Exercise description ->
Below are some records; output all of them exactly.

Exercise inputs below:

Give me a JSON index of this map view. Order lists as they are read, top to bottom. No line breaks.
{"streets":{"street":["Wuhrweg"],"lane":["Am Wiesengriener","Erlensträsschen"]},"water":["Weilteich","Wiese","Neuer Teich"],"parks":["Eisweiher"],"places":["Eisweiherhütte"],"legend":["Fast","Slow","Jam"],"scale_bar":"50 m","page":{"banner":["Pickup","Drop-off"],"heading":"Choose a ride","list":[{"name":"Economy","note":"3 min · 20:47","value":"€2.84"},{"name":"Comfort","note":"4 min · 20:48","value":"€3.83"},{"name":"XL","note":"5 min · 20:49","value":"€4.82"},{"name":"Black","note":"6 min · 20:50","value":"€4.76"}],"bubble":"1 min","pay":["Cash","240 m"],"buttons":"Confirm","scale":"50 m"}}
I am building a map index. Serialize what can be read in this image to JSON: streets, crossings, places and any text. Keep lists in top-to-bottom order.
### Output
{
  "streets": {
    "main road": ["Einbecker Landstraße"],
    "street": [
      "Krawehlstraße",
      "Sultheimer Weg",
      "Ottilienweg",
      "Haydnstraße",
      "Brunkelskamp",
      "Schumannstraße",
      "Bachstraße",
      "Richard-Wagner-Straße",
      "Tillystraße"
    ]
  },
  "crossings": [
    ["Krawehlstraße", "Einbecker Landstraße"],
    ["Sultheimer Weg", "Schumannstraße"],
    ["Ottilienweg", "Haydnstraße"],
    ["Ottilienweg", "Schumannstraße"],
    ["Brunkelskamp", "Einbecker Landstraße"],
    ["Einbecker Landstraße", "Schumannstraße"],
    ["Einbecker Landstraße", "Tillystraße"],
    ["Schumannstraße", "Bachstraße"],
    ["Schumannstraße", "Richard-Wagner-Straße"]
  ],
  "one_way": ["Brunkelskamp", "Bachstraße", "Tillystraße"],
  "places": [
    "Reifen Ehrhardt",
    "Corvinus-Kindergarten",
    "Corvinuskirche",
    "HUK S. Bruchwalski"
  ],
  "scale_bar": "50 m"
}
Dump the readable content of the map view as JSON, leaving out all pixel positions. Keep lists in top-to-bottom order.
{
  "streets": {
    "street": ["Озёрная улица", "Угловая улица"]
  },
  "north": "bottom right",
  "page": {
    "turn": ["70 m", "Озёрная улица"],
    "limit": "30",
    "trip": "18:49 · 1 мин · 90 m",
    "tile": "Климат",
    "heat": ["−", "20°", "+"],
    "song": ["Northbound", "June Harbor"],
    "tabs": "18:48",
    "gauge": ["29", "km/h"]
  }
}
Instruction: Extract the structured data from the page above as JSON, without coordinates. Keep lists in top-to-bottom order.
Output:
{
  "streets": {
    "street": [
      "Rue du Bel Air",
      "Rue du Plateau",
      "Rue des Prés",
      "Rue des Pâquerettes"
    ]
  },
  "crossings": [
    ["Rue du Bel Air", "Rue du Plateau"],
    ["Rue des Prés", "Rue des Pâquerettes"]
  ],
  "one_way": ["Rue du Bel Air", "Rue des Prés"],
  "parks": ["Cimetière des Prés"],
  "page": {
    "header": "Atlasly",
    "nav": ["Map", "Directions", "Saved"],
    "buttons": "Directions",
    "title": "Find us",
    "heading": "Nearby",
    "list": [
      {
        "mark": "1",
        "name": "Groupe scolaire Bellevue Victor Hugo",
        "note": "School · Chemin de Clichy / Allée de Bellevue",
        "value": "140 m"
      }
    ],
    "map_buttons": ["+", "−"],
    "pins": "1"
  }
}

End of Exercise inputs.

Solution for this exercise ->
Give me a JSON index of this map view. Order lists as they are read, top to bottom. No line breaks.
{"streets":{"street":["Wuhrweg"],"lane":["Am Wiesengriener","Erlensträsschen"]},"water":["Weilteich","Wiese","Neuer Teich"],"parks":["Eisweiher"],"places":["Eisweiherhütte"],"legend":["Fast","Slow","Jam"],"scale_bar":"50 m","page":{"banner":["Pickup","Drop-off"],"heading":"Choose a ride","list":[{"name":"Economy","note":"3 min · 20:47","value":"€2.84"},{"name":"Comfort","note":"4 min · 20:48","value":"€3.83"},{"name":"XL","note":"5 min · 20:49","value":"€4.82"},{"name":"Black","note":"6 min · 20:50","value":"€4.76"}],"bubble":"1 min","pay":["Cash","240 m"],"buttons":"Confirm","scale":"50 m"}}
I am building a map index. Serialize what can be read in this image to JSON: streets, crossings, places and any text. Keep lists in top-to-bottom order.
### Output
{
  "streets": {
    "main road": ["Einbecker Landstraße"],
    "street": [
      "Krawehlstraße",
      "Sultheimer Weg",
      "Ottilienweg",
      "Haydnstraße",
      "Brunkelskamp",
      "Schumannstraße",
      "Bachstraße",
      "Richard-Wagner-Straße",
      "Tillystraße"
    ]
  },
  "crossings": [
    ["Krawehlstraße", "Einbecker Landstraße"],
    ["Sultheimer Weg", "Schumannstraße"],
    ["Ottilienweg", "Haydnstraße"],
    ["Ottilienweg", "Schumannstraße"],
    ["Brunkelskamp", "Einbecker Landstraße"],
    ["Einbecker Landstraße", "Schumannstraße"],
    ["Einbecker Landstraße", "Tillystraße"],
    ["Schumannstraße", "Bachstraße"],
    ["Schumannstraße", "Richard-Wagner-Straße"]
  ],
  "one_way": ["Brunkelskamp", "Bachstraße", "Tillystraße"],
  "places": [
    "Reifen Ehrhardt",
    "Corvinus-Kindergarten",
    "Corvinuskirche",
    "HUK S. Bruchwalski"
  ],
  "scale_bar": "50 m"
}
Dump the readable content of the map view as JSON, leaving out all pixel positions. Keep lists in top-to-bottom order.
{
  "streets": {
    "street": ["Озёрная улица", "Угловая улица"]
  },
  "north": "bottom right",
  "page": {
    "turn": ["70 m", "Озёрная улица"],
    "limit": "30",
    "trip": "18:49 · 1 мин · 90 m",
    "tile": "Климат",
    "heat": ["−", "20°", "+"],
    "song": ["Northbound", "June Harbor"],
    "tabs": "18:48",
    "gauge": ["29", "km/h"]
  }
}
Instruction: Extract the structured data from the page above as JSON, without coordinates. Keep lists in top-to-bottom order.
Output:
{
  "streets": {
    "street": [
      "Rue du Bel Air",
      "Rue du Plateau",
      "Rue des Prés",
      "Rue des Pâquerettes"
    ]
  },
  "crossings": [
    ["Rue du Bel Air", "Rue du Plateau"],
    ["Rue des Prés", "Rue des Pâquerettes"]
  ],
  "one_way": ["Rue du Bel Air", "Rue des Prés"],
  "parks": ["Cimetière des Prés"],
  "page": {
    "header": "Atlasly",
    "nav": ["Map", "Directions", "Saved"],
    "buttons": "Directions",
    "title": "Find us",
    "heading": "Nearby",
    "list": [
      {
        "mark": "1",
        "name": "Groupe scolaire Bellevue Victor Hugo",
        "note": "School · Chemin de Clichy / Allée de Bellevue",
        "value": "140 m"
      }
    ],
    "map_buttons": ["+", "−"],
    "pins": "1"
  }
}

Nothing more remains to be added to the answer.